Concludendo questo mio intervento, come già affermato in passato, Terni a differenza anche delle città storiche precedentemente citate, si è sempre rivolta verso una dimensione di modernità. Una modernità europea, incarnata anche dalle opere di Wolfang Frankl nostro concittadino, spesso dimenticato. L’architetto tedesco fu allievo di Ernst Neufert docente alla Bauhuas di Weimar, famoso in tutto il mondo per i suoi studi sulla standardizzazione edilizia.

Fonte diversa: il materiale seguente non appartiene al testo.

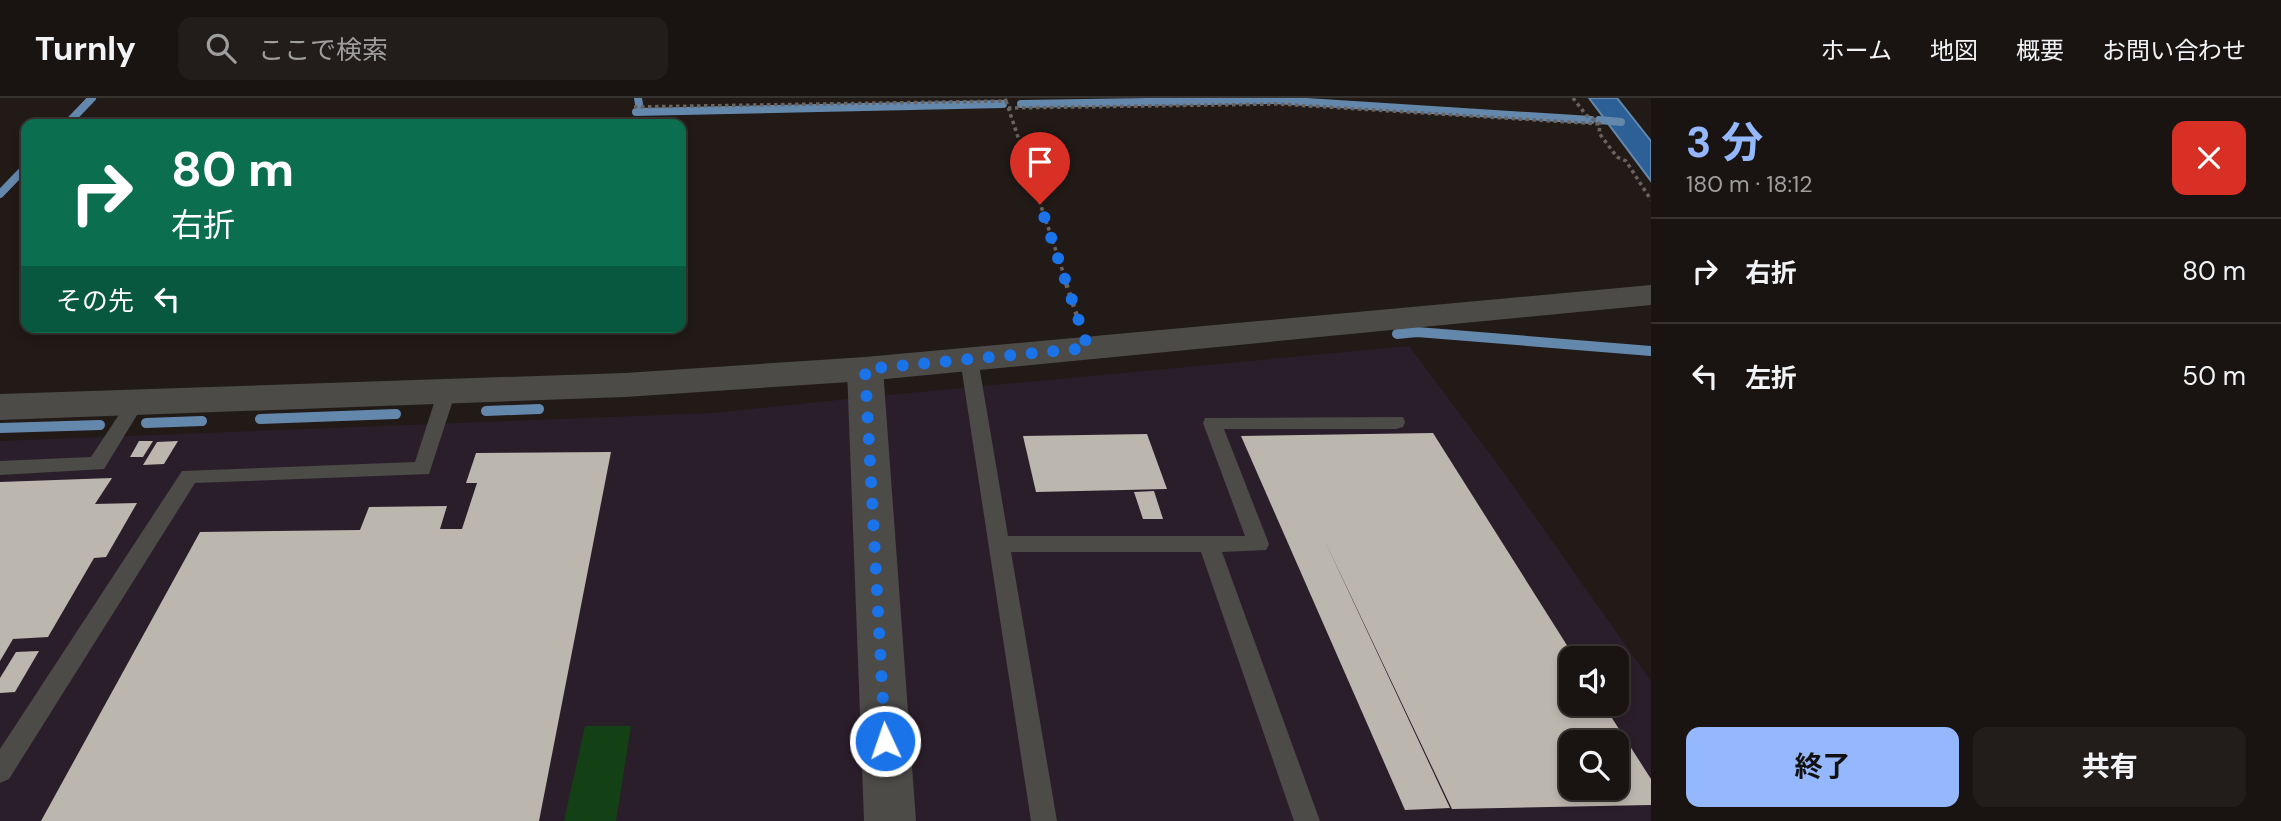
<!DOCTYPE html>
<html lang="ja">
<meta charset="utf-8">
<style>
:root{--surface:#191411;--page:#221d1a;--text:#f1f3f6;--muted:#9f9e9f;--line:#373331;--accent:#94b7fd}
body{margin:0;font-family:"DM Sans","Noto Sans JP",sans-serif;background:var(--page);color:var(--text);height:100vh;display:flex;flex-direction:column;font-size:26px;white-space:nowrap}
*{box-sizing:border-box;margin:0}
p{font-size:23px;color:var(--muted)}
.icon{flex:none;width:38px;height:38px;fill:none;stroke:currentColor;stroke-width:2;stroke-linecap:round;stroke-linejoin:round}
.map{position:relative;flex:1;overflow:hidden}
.sheet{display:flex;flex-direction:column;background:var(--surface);width:630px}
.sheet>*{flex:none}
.top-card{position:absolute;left:21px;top:21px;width:665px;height:214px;border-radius:14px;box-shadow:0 4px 10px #0003,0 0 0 2px var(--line);background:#0b6e4f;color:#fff;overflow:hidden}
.controls{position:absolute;left:1559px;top:548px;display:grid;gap:14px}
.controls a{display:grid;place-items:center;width:70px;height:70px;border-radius:14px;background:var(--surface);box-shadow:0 4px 10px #0003,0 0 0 2px var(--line);font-size:35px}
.pin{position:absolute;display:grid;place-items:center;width:60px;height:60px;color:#fff;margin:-72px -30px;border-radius:50% 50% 50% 0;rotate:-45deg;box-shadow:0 0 7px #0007}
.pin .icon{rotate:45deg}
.me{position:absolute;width:77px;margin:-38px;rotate:357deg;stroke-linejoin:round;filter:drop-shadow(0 0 5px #0008)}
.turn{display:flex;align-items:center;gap:24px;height:147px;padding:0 35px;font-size:32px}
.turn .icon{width:91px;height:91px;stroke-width:2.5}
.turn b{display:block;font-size:49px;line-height:60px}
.then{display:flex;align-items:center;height:66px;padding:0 35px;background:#0003;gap:14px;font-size:26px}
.round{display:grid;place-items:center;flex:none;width:74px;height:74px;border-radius:14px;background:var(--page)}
.head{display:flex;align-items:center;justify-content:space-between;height:119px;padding:0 35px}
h1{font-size:42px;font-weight:700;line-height:52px;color:var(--accent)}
.primary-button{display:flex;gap:14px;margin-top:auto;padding:14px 35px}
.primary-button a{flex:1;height:80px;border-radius:14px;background:var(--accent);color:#111;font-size:28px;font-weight:700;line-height:80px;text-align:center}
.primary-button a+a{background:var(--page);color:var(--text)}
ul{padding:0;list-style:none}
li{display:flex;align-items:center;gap:21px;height:105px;padding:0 35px;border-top:2px solid var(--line)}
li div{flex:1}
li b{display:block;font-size:26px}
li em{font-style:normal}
header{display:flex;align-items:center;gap:42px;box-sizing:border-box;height:98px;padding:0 35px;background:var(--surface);border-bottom:2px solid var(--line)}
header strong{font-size:33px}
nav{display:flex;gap:38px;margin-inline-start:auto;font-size:24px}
.search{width:490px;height:63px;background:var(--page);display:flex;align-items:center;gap:18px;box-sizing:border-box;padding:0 24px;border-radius:14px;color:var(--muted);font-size:26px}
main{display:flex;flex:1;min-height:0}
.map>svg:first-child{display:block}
.industrial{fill:#2b1e2b;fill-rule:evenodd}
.green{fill:#134014}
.water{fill:#2d6096;stroke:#6487ac;stroke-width:2}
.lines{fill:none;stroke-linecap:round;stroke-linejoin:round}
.stream-far1{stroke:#6487ac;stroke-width:8}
.stream{stroke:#6487ac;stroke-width:10}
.building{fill:#bbb6ae;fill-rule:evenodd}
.path-far1{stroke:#6a6461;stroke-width:3.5;stroke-dasharray:3.5 3.5;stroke-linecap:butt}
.path{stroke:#6a6461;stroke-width:4.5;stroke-dasharray:5 5;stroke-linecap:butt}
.service{fill:#4c4b48;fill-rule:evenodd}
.minor{fill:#4c4b48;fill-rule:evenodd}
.tertiary{fill:#4c4b48;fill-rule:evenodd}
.route{stroke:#1a73e8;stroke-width:12;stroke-dasharray:0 21.6}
</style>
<header>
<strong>Turnly</strong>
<div class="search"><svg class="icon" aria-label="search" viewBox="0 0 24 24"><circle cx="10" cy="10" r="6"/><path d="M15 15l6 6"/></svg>ここで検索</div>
<nav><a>ホーム</a><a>地図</a><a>概要</a><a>お問い合わせ</a></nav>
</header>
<main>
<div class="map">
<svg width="1651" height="723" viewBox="0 0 1651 723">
<rect width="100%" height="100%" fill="#211a17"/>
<g class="industrial">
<path d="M 1409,248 L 1499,368 L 1651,583 L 1651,723 L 905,723 L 878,298 ZM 1572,560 L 1617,560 L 1617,606 L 1572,606 ZM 1572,644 L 1617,644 L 1617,690 L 1572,690 Z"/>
<path d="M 857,300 L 874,723 L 0,723 L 0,343 L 713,315 Z"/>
</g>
<path class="green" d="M 585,628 L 631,628 L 616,723 L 564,723 Z"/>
<path class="water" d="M 1589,0 L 1617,0 L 1651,43 L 1651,83 Z"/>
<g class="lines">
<g class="stream-far1">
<path d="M 638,0 L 639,6"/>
<path d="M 1021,6 L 1275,2 L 1591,22"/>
<path d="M 636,14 L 1003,6"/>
<path d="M 1599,22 L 1621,24"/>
<path d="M 67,26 L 92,0"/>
<path d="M 0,96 L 26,69"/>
</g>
<g class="stream">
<path d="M 1397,236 L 1417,234 L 1651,253"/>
<path d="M 486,313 L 539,311"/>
<path d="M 260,321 L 396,316"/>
<path d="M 146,325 L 202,323"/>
<path d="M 0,330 L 100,327"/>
</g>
</g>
<g class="building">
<path d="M 1433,335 L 1575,560 L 1572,560 L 1572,606 L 1603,606 L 1651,681 L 1651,707 L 1452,711 L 1323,439 L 1450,710 L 1405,712 L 1241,338 ZM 1572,644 L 1617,644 L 1617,690 L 1572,690 Z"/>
<path d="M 1147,336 L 1167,391 L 1036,394 L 1023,338 Z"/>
<path d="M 139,343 L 153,343 L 143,359 L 130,359 Z"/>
<path d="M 178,343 L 164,366 L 143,367 L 157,344 Z"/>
<path d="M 611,354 L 539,723 L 41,723 L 200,434 L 360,432 L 369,409 L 447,408 L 440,431 L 462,431 L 477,385 L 466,385 L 476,355 Z"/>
<path d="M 112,380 L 95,406 L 137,405 L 106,459 L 94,460 L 48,539 L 13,541 L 0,563 L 0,384 Z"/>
<path d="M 1154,393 L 1163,421 L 1143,421 L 1134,394 Z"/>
<path d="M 39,553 L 15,594 L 0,595 L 0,580 L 16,554 Z"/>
</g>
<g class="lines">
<g class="path-far1">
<path d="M 1573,0 L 1586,17 L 1600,26 L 1599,35 L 1617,59 L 1626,63 L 1651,102"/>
<path d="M 1006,3 L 1067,186"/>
<path d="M 634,9 L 1006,3 L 1005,0"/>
<path d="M 1008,10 L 1278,6 L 1600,26"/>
</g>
<path class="path" d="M 1066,185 L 1078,221"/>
<g class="service">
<path d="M 969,255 L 978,261 L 1008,438 L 1245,438 L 1203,325 L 1205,320 L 1403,319 L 1405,324 L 1403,329 L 1396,331 L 1224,331 L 1269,446 L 1266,452 L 1222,454 L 1320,723 L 1294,723 L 1201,454 L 1011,454 L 1057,723 L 1031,723 L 960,261 Z"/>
<path d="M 447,287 L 456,293 L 429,376 L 195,385 L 9,681 L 0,685 L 0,651 L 182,373 L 415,364 L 438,293 Z"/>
<path d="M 136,298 L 142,300 L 145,304 L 104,371 L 0,377 L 0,363 L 91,359 L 130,300 Z"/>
</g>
<path class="minor" d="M 865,259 L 877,263 L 883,271 L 916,723 L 864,723 L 847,271 L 853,263 Z"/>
<path class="tertiary" d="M 1651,187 L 1651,207 L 865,283 L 625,299 L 0,322 L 0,296 L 625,275 L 865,259 Z"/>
</g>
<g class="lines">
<path class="route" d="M 885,643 L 865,271 L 1088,250 L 1040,106"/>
</g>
</svg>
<div class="controls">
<a><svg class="icon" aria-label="sound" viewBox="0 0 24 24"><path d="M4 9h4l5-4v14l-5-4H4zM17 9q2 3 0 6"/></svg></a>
<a><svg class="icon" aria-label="search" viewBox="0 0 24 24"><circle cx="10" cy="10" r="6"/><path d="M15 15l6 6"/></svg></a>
</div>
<div class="pin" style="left:1040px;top:106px;background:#d93025"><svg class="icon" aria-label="arrive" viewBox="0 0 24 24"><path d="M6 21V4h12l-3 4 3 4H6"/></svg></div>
<svg class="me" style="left:885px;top:643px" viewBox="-20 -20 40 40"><circle r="17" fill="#1a73e8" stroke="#fff" stroke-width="3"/><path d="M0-11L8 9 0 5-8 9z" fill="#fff"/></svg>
<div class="top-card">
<div class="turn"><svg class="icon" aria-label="right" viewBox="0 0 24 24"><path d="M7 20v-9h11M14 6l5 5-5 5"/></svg><div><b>80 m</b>右折</div></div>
<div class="then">その先<svg class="icon" aria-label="left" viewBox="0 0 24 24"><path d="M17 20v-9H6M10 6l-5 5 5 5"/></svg></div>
</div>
</div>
<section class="sheet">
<div class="head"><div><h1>3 分</h1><p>180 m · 18:12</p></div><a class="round" style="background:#d93025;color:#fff"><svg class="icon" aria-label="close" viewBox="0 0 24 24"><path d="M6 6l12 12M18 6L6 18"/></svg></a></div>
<ul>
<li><svg class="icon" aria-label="right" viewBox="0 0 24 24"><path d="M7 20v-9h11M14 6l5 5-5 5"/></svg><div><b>右折</b></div><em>80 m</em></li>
<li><svg class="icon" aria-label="left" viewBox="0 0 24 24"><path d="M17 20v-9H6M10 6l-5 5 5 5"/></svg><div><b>左折</b></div><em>50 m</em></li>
</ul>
<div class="primary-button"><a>終了</a><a>共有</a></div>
</section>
</main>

Scrisse il filosofo Remo Bodei a proposito del “dov’era come era” della “Fenice” di Venezia:
[…] Gli esperti di restauro parlano di architettura stratificata quando gli interventi non sono così radicali come nel caso della Fenice. La mia opinione è che in una ricostruzione l´ideale sarebbe mettere insieme gli elementi di continuità storica con una innovazione che sia evidente e creativa., che porti il segno della discontinuità, del trauma subito. Occorre, entro certi limiti, accettare la storia con i suoi irreparabili eventi: è insensato immaginare di fermare il tempo riportando una cosa che è stata cancellata per incuria o per dolo al suo immutato e antico splendore. Le ferite devono lasciare la loro cicatrice: anche le opere d´arte devono portare i segni della storia, devono inglobare le cesure, le discontinuità, inserirle nella continuità. Perché è nella differenza, nell´elemento innovativo che sporge rispetto all´originale distrutto che si mantiene la memoria viva di una comunità. (R. Bodei, La Fenice l’ossessione di copiare il passato, in “La Repubblica”, 22/10/2003)
E’ su questa strada che non possiamo non proseguire, dobbiamo consegnare alle prossime generazioni, l’immagine, la cultura, la sensibilità della nostra epoca, tramandando anche delle opere che mostrino i segni degli “insulti della storia” e delle sue vicende tragiche. Una storia etica appunto e non una ricostruzione teatrale.